Ufficio stampa Filca nazionale 1 Aprile 2014

“Il voto contro la realizzazione della Tav espresso dai delegati al Congresso della Cgil Piemonte è sbagliato e pericoloso: non solo conferma la profonda spaccatura nella Confederazione, visto che la Fillea ed altre sigle importanti sono favorevoli all’opera, ma fornisce un pretesto al Movimento No Tav per l’intensificazione della loro azione, caratterizzata anche dal ricorso alla violenza ed a forme di illegalità”. Lo dichiara Piero Donnola, segretario generale della Filca-Cisl Piemonte, il sindacato degli edili. “Dopo la Cgil di Torino anche la Cgil regionale ha votato a maggioranza un emendamento contro la realizzazione della Tav, presentato non solo dalla Fiom ma anche dalla Funzione Pubblica, dalla Scuola e dai lavoratori della Comunicazione. Ho rispetto per la scelta fatta dalla Cgil, ma non la condivido assolutamente: vorrei ricordare che solo due amministrazioni il cui territorio è coinvolto dai lavori si sono dichiarate esplicitamente contrarie, vale a dire Chiusa San Michele e Sant’Ambrogio di Torino.
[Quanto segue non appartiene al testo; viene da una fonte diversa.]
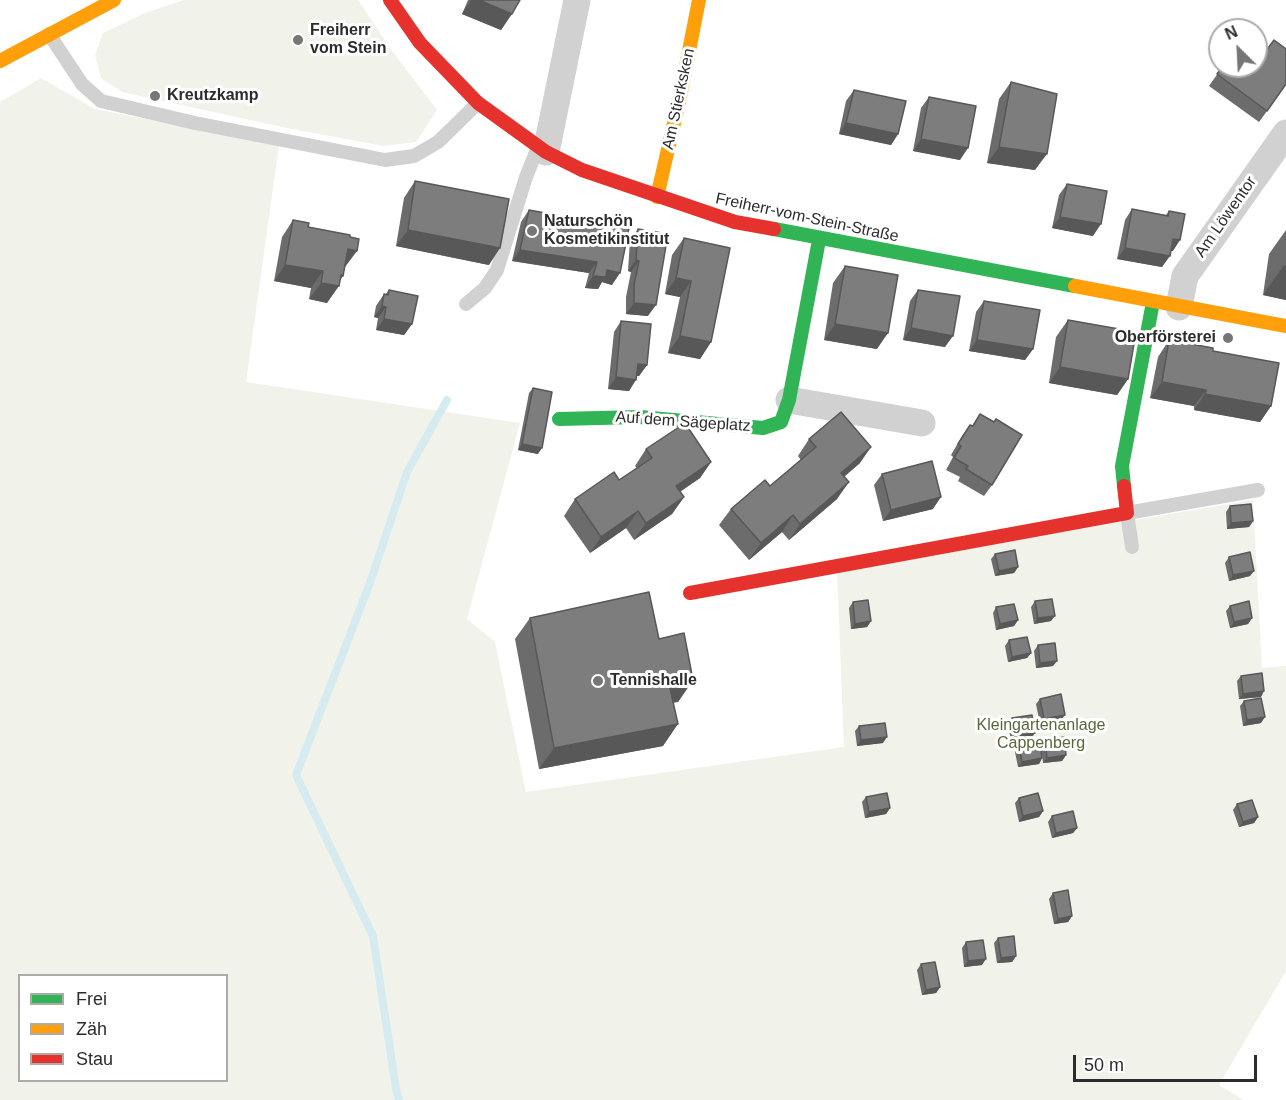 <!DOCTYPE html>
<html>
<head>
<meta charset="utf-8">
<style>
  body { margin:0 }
  #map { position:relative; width:1286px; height:1100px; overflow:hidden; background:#fff; font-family:Helvetica,sans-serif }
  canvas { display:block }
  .legend { position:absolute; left:18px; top:974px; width:210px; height:108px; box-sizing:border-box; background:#fff; border:2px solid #ababab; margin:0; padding:8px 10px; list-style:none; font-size:18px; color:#2c2c2c }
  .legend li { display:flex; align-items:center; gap:12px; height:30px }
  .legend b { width:30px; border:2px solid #ababab }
  .north { position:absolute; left:1208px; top:18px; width:60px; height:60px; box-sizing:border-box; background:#fff; border:2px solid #ababab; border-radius:50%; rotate:336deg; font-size:16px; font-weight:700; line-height:24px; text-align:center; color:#2c2c2c }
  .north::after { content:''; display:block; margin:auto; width:21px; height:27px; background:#767676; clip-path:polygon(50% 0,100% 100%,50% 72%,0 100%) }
  .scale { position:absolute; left:1073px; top:1055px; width:184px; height:27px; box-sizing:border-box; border:3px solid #2c2c2c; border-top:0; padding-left:8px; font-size:18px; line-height:21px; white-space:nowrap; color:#2c2c2c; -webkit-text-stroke:4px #fff; paint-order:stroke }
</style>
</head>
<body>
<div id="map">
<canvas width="1286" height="1100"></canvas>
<ul class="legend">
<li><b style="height:8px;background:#30b455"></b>Frei</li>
<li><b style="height:8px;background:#ff9f0a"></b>Zäh</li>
<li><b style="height:8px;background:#e5322d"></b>Stau</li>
</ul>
<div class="north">N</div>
<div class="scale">50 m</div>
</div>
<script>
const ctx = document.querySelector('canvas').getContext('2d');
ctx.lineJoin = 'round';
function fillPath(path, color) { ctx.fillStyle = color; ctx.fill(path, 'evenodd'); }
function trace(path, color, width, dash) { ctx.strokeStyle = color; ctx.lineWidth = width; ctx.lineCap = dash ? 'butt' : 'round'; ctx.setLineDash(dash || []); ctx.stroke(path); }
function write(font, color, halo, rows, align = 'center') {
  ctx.font = font + ' Helvetica,sans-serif'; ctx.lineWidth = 6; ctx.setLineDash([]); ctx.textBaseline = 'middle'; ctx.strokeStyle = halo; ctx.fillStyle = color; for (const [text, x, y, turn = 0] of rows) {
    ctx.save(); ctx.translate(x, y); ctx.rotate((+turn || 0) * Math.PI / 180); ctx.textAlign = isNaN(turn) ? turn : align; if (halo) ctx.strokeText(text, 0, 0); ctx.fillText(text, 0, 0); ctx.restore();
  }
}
fillPath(new Path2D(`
  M184,0H358L393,52L437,110L416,142L383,146L282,127L122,92L101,78L95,55L103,33L145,13Z
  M41,78L95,109L279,145L246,382L520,423L467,619L495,642L526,792L844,747L837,570L1253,500L1262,668L1286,666V971L1219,1085L1244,1100H0V102ZM20,976H226V1080H20Z`), '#f1f3ea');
trace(new Path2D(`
  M399,1100L396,1089L373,936L296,775L370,583L407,472L447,400`), '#d6ebf0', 8);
trace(new Path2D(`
  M49,34L82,84L101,101L195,123L385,160L414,156L438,142L478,103
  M466,304L485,288L497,270L526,177L538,147
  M1132,547L1127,513L1258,490`), '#d1d1d1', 14);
trace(new Path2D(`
  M546,152L577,0
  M1179,307L1185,276L1286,133
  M789,400L922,423`), '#d1d1d1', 27);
trace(new Path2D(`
  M774,229L1075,286
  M559,419L640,417L763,428L781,422L789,400L819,240
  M1124,486L1122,466L1153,302`), '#30b455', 14);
trace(new Path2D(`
  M0,61L114,0
  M657,197L680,97L699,0
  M1075,286L1286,326`), '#ff9f0a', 14);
trace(new Path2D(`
  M390,0L420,43L478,103L546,152L582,170L735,222L774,229
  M690,593L1127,513L1124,486`), '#e5322d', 14);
fillPath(new Path2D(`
  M468,0H520L501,30L462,14Z
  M1223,66L1286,85L1259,122L1209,86Z
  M1011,82L1035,170L987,163L999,99Z
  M854,90L898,134L891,145L839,134L846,101Z
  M929,97L960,160L913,151L921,108Z
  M415,181L489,265L396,246L404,198Z
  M1067,184L1093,236L1052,228L1059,195Z
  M1132,209L1166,215L1169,211L1173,251H1171L1162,267L1117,259L1125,220Z
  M529,210L629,228L612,285L602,282L598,289L585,288L589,273L512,261L521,222Z
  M293,220L308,227L345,267L327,303L309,299L311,288L274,281L282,237Z
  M638,229L648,316L626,314V297L631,272L628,271L630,240Z
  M1286,230V300L1263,295L1269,254Z
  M684,238L711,342L700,359L668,353L680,297L665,294L672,255Z
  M845,266L877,349L824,340L833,283Z
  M389,290L412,324L404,335L376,330L378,318L374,317L376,306L384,294L385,295Z
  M918,290L945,347L903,340L910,301Z
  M984,301L1033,349L1025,360L969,351L976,312Z
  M1068,320L1128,379L1117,395L1049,383L1056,337Z
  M621,321L647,365L639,376H637L629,391L608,389L614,332Z
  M1169,340L1213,351L1271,406L1260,422L1194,410V406L1150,398L1158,357Z
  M533,388L538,454L518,450L529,393Z
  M980,414L992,485L984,496L958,481L960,477L946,470L953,457L951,455L962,436L970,425L972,426Z
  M809,439L860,463L844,477L837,499L789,540L782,532L749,560L719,525L731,509L770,486L801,460L798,456Z
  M646,449L711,462L700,478L680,492L684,497L672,514L634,540L626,528L590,553L564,516L575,499L619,480L637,468L635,466Z
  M882,474L933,509L883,521L874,485Z
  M1230,506L1253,521L1249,527L1227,529L1226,512Z
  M995,554L1018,567L1014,573L995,576L991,559Z
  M1229,557L1250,576L1229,581L1225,563Z
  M1035,601L1051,621L1034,624L1031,607Z
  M853,602L871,621L867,627L851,629L849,608Z
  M1230,606L1252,618L1248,624L1230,628L1226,611Z
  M996,607L1018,620L1014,626L996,630L993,613Z
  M530,618L659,639L693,680L678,702H673L663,746L539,769L515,639Z
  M1009,640L1031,653L1027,658L1008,662L1005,646Z
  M1038,645L1053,666L1036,668L1034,651Z
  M1241,676L1261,697L1239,699L1237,681Z
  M1040,699L1061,720L1040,724L1036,704Z
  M1244,701L1261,723L1243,726L1240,706Z
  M1012,718L1035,733L1031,738L1011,741L1008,724Z
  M859,726L883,743L857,746L855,731Z
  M1045,740L1066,755L1062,761L1043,763L1041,745Z
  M1019,746L1042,758L1039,764L1018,767L1015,752Z
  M866,797L890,808L886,814L865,818L862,802Z
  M1019,798L1043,811L1039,817L1019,822L1015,803Z
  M1237,804L1258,817L1254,823L1239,827L1233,810Z
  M1052,816L1077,828L1073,833L1052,838L1048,822Z
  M1053,893L1072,916L1068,922L1054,924L1049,899Z
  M998,938L1016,956L1012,962L997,963L994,943Z
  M966,942L982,965L964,967L962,948Z
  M921,964L940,987L936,993L922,995L917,970Z`), '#6c6c6c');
fillPath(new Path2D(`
  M471,0H479L512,14L501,30L462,14Z
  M846,123L898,134L891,145L839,134Z
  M921,139L968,148L960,160L913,151Z
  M999,147L1047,154L1035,170L987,163Z
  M1060,217L1101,224L1093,236L1052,228Z
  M408,230L500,248L489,265L396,246Z
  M1173,239L1180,240L1173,251L1165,250Z
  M1125,248L1170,256L1162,267L1117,259Z
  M348,249L357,251L345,267L336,266Z
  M520,250L597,262L589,273L512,261Z
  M636,260L639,261L631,272L628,271Z
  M285,265L323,271L311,288L274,281Z
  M1284,265L1286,266V300L1263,295Z
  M607,270L620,273L612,285L602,282L598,289L585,288L593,276Z
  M341,275L343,276L336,286H339L327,303L309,299L321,283Z
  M676,278L691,281L680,297L665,294Z
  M634,303L656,305L648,316L626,314Z
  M382,306L386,307L378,318L374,317Z
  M384,319L412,324L404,335L376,330Z
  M835,324L888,333L877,349L824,340Z
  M911,328L953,336L945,347L903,340Z
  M680,336L711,342L700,359L668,353Z
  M977,340L1033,349L1025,360L969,351Z
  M638,364L647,365L639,376L630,375Z
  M1060,367L1128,379L1117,395L1049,383Z
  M616,377L636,380L629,391L608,389Z
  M1162,382L1206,390L1194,406L1150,398Z
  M1205,394L1271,406L1260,422L1194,410Z
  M522,444L542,448L538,454L518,450Z
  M871,447L860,463L829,489L841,473Z
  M711,462L700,478L664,502L676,486Z
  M849,482L837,499L789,540L800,524Z
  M684,497L672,514L634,540L646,523Z
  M941,497L933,509L883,521L891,510Z
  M638,511L626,528L590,553L601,537Z
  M793,515L782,532L749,560L761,543Z
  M1253,521L1249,527L1227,529L1231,523Z
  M1018,567L1014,573L995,576L999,571Z
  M1254,571L1250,576L1229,581L1233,575Z
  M1055,616L1051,621L1034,624L1038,618Z
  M1252,618L1248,624L1230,628L1234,622Z
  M1018,620L1014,626L996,630L1000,624Z
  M871,621L867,627L851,629L855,624Z
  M1031,653L1027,658L1008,662L1012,657Z
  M1057,661L1053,666L1036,668L1040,663Z
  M693,680L678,702L654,706L669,684Z
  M1264,691L1261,697L1239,699L1243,694Z
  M1065,715L1061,720L1040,724L1044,719Z
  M1265,717L1261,723L1243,726L1247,720Z
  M678,724L663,746L539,769L554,748Z
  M1035,733L1031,738L1011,741L1015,736Z
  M887,737L883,743L857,746L861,740Z
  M1066,755L1062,761L1043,763L1047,758Z
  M1042,758L1039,764L1018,767L1022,762Z
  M890,808L886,814L865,818L869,812Z
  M1043,811L1039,817L1019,822L1023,816Z
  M1258,817L1254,823L1239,827L1243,822Z
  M1077,828L1073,833L1052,838L1056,833Z
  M1072,916L1068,922L1054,924L1058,919Z
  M1016,956L1012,962L997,963L1001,958Z
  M986,959L982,965L964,967L968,961Z
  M940,987L936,993L922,995L926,990Z`), '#585858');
const building = new Path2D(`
  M479,0H520L512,14Z
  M1274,40L1286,49V84L1267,111L1217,74L1223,66H1240L1250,73Z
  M1011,82L1057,94L1047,154L999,147Z
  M854,90L906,101L898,134L846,123Z
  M929,97L976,106L968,148L921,139Z
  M415,181L509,199L500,248L408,230Z
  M1067,184L1107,191L1101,224L1060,217Z
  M1132,209L1168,216L1169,211L1185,214L1180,240L1173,239L1170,256L1125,248Z
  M529,210L629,228L620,273L607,270L606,277L593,276L597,262L520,250Z
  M293,220L309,223L308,227L350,235V237L359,239L357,251L348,249L343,276L341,275L339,286L321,283L323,271L285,265Z
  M638,229L668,234L656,305L634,303V285L639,261L636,260Z
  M684,238L730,248L711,342L680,336L691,281L676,278Z
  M845,266L898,275L888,333L835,324Z
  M389,290L418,296L412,324L384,319L386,307L382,306L384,294L388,295Z
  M918,290L960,296L953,336L911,328Z
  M984,301L1040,310L1033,349L977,340Z
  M1068,320L1136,332L1128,379L1060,367Z
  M621,321L651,324L647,365L638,364L636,380L616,377Z
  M1169,340L1213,348V351L1279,363L1271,406L1205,394L1206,390L1162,382Z
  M533,388L552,392L542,448L522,444Z
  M841,412L871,447L841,473L849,482L800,524L793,515L761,543L731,509L765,480L770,486L816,447L809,439Z
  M980,414L994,422L996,419L1022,435L992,485L966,469L968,466L954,458L961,446L958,444L970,425L973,426Z
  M685,423L711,462L676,486L684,497L646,523L638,511L601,537L575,499L614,472L619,480L652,458L646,449Z
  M932,461L941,497L891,510L882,474Z
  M1251,504L1253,521L1231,523L1230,506Z
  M1015,550L1018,567L999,571L995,554Z
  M1250,552L1254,571L1233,575L1229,557Z
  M649,592L659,639L684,633L693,680L669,684L678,724L554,748L530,618Z
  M1052,599L1055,616L1038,618L1035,601Z
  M868,600L871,621L855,624L853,602Z
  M1249,601L1252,618L1234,622L1230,606Z
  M1014,604L1018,620L1000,624L996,607Z
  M1027,637L1031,653L1012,657L1009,640Z
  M1055,643L1057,661L1040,663L1038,645Z
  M1262,673L1264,691L1243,694L1241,676Z
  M1061,694L1065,715L1044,719L1040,699Z
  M1261,698L1265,717L1247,720L1244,701Z
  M1032,715L1035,733L1015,736L1012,718Z
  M885,723L887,737L861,740L859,726Z
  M1064,737L1066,755L1047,758L1045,740Z
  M1040,742L1042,758L1022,762L1019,746Z
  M887,793L890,808L869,812L866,797Z
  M1038,793L1043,811L1023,816L1019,798Z
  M1252,800L1258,817L1243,822L1237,804Z
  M1073,811L1077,828L1056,833L1052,816Z
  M1068,890L1072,916L1058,919L1053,893Z
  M1014,936L1016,956L1001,958L998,938Z
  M983,940L986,959L968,961L966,942Z
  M935,962L940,987L926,990L921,964Z`);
fillPath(building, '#7d7d7d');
trace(building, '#585858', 1.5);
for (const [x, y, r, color] of [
  [298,40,6,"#767676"],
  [155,96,6,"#767676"],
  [532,231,6,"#767676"],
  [1228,338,6,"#767676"],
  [598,681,6,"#767676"]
]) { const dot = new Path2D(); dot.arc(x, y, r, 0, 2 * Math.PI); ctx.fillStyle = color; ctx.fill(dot); trace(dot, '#fff', 2); }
write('bold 16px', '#2c2c2c', '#fff', [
  ["Freiherr",310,31],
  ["vom Stein",310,49],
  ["Kreutzkamp",167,96],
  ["Naturschön",544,222],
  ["Kosmetikinstitut",544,240],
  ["Oberförsterei",1216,338,"right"],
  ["Tennishalle",610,681]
], 'left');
write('16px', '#2c2c2c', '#fff', [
  ["Am Stierksken",679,99,-78],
  ["Am Löwentor",1226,217,-55],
  ["Freiherr-vom-Stein-Straße",807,218,12],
  ["Auf dem Sägeplatz",683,422,4]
]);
write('16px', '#57673a', '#fff', [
  ["Kleingartenanlage",1041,726],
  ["Cappenberg",1041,744]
]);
</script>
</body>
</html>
Il miglioramento del servizio ferroviario – aggiunge Donnola – potrà consentire la sensibile riduzione del numero di camion su strada, che oggi è pari a circa 600mila all’anno, oltre 1.600 al giorno. La Cgil non può non sapere che l’opera è stata riprogettata ascoltando le esigenze di tutti i comuni interessati, ed alle comunità locali saranno corrisposti 135 milioni di euro di opere compensative per il territorio. Spiace constatare – conclude il segretario generale della Filca piemontese – come la posizione degli amici della Fillea sia minoritaria all’interno della Cgil”.